Sanat ürünlerine olan talep, büyük ölçüde eğitim düzeyine ve toplumdaki refah
durumuna bağlıdır. Arz ve talep teorisine göre kurulmayan sanat piyasası, tedarik
üzerine inşa edilmiştir. Sanatsal bir ürün için doğrudan talep yoktur. Aksine sanatçılar
somut bir talep olmaksızın üretimlerine devam etmektedirler. Yaratıcılık, sanatın ve
sanatçının mihenk taşıdır. Birinin değerini ve ahlakını anlamaya yarayan bir
ölçüttür. Bu nedenle dikkat çekici ve görkemlidir. Etkileri uzun süreli sürdürülebilirdir.
Sanatsal çalışmalarla toplumsal bir sorun çok etkili bir şekilde vurgulanabilir.
Sanat, kültür ve ekonomi birbirinden uzak kavramlar gibi görünseler de iç içedirler.
Kültür ve sanat üreticisi olan kişi ve kurumların faaliyetlerinin hacminin boyutları
Türkiye ekonomisinin içindeki payı çok düşüktür. Ancak, kültür ve sanat ürünleri
katma değer yüksek ürünlerdir. Ayrıca, kültür ve sanat faaliyetlerini ve ekonomiye
yaratılan katma değeri salt rakamsal büyüklük olarak değerlendirmek ve diğer
sektörlerle bu şekilde karşılaştırmak, bizleri eksik ve hatalı sonuçlara ulaştırır.
Dünyada artık kültür ve sanat faaliyetlerinin ülke ekonomilerine ciddi bir katkı
sağlama potansiyeline sahip olduğu yadsınamaz bir gerçek haline gelmiştir.

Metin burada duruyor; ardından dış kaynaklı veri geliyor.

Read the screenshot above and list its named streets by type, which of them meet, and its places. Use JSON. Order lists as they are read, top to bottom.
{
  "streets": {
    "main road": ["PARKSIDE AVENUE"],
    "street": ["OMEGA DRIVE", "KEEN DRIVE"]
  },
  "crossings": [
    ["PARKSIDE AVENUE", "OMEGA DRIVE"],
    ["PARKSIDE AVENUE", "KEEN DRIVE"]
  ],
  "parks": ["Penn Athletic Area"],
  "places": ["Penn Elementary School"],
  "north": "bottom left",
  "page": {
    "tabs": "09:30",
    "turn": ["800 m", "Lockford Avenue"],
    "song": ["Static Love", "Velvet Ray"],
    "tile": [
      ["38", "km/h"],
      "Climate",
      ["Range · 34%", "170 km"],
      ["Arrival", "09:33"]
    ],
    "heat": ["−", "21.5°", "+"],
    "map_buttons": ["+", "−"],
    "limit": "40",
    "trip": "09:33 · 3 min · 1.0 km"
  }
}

Hollywood sinema ve eğlence sektörü en çarpıcı örnektir. “Louve Müzesi” de diğer bir
örnek olarak gösterilebilir. “Asmalı Konak” dizisi Ürgüp ekonomisine önemli bir katkı
sağlamıştı. Festivaller, bienaller, galeriler, sergiler, müzeler, kitap fuarları ülkede ve
kentlerde hayatı canlandırır ve artı değer yaratır. Türkiye’de yöneticilerin bu
sektörlerin ekonomik büyüklüklerini artırmak yönünde düzenlemeler yapmaları
gerekiyor.
Ülke ekonomisine dikkat çekecek bir katkı sağlama potansiyeline sahip kültür-sanat
ekonomisinin gelişmesinin önündeki en büyük engel talep yetersizliğidir. Talep
yetersizliğinin en önemli nedenlerinden birisi insanların gelir seviyesinin genel olarak
düşük olması. Yani refah faktörü ciddi bir sorun. Bunun yanında, kültür-sanat
etkinliklerine katılım gösterme isteğinin çok yüksek olmaması da bir diğer neden.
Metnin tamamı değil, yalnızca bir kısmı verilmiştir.